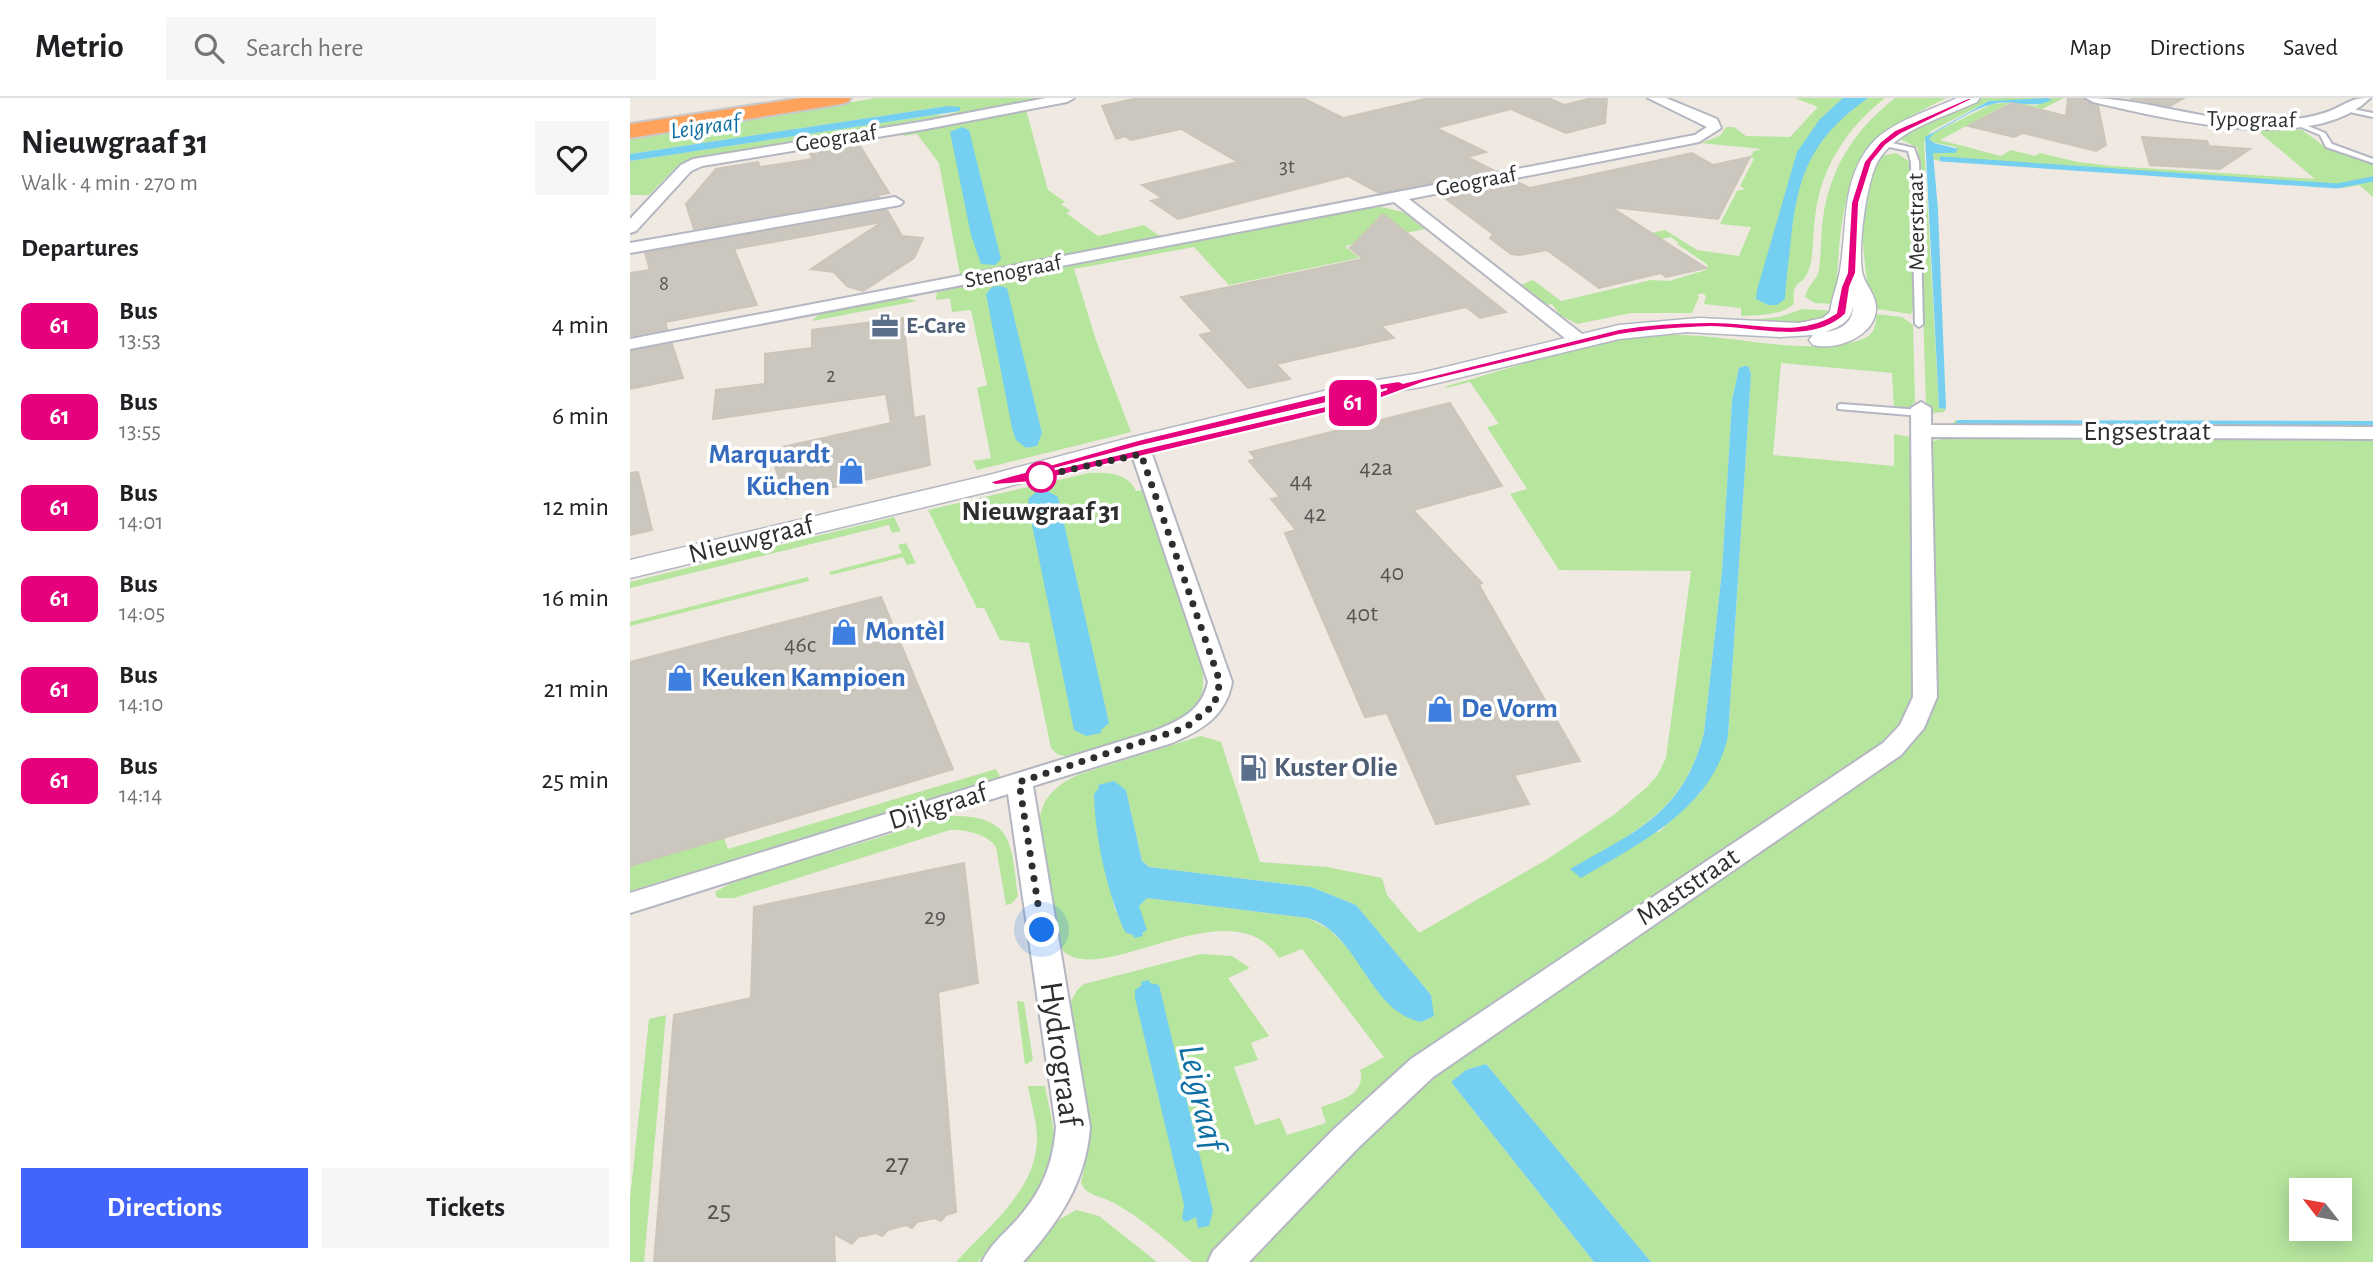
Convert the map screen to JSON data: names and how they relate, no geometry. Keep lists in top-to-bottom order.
{
  "streets": {
    "street": [
      "Typograaf",
      "Geograaf",
      "Stenograaf",
      "Engsestraat",
      "Nieuwgraaf",
      "Dijkgraaf",
      "Maststraat",
      "Hydrograaf"
    ],
    "lane": ["Meerstraat"]
  },
  "crossings": [
    ["Geograaf", "Stenograaf"],
    ["Geograaf", "Nieuwgraaf"],
    ["Meerstraat", "Nieuwgraaf"],
    ["Engsestraat", "Maststraat"],
    ["Nieuwgraaf", "Dijkgraaf"],
    ["Dijkgraaf", "Hydrograaf"]
  ],
  "water": ["Leigraaf"],
  "places": {
    "office": ["E-Care"],
    "shop": [
      "Marquardt Küchen",
      "Montèl",
      "Keuken Kampioen",
      "De Vorm"
    ],
    "other": ["Nieuwgraaf 31"],
    "fuel station": ["Kuster Olie"]
  },
  "lines": ["bus line 61"],
  "house_numbers": [
    "3t",
    "8",
    "2",
    "42a",
    "44",
    "42",
    "40",
    "40t",
    "46c",
    "29",
    "27",
    "25"
  ],
  "north": "top left",
  "page": {
    "header": "Metrio",
    "search": "Search here",
    "nav": ["Map", "Directions", "Saved"],
    "heading": [
      ["Nieuwgraaf 31", "Walk · 4 min · 270 m"],
      "Departures"
    ],
    "on_map": "61",
    "list": [
      {
        "mark": "61",
        "name": "Bus",
        "note": "13:53",
        "value": "4 min"
      },
      {
        "mark": "61",
        "name": "Bus",
        "note": "13:55",
        "value": "6 min"
      },
      {
        "mark": "61",
        "name": "Bus",
        "note": "14:01",
        "value": "12 min"
      },
      {
        "mark": "61",
        "name": "Bus",
        "note": "14:05",
        "value": "16 min"
      },
      {
        "mark": "61",
        "name": "Bus",
        "note": "14:10",
        "value": "21 min"
      },
      {
        "mark": "61",
        "name": "Bus",
        "note": "14:14",
        "value": "25 min"
      }
    ],
    "buttons": ["Directions", "Tickets"]
  }
}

Your objective:
Your task is to return each line of the data above that contains the string "Dijkgraaf".

Finished task:
      "Dijkgraaf",
    ["Nieuwgraaf", "Dijkgraaf"],
    ["Dijkgraaf", "Hydrograaf"]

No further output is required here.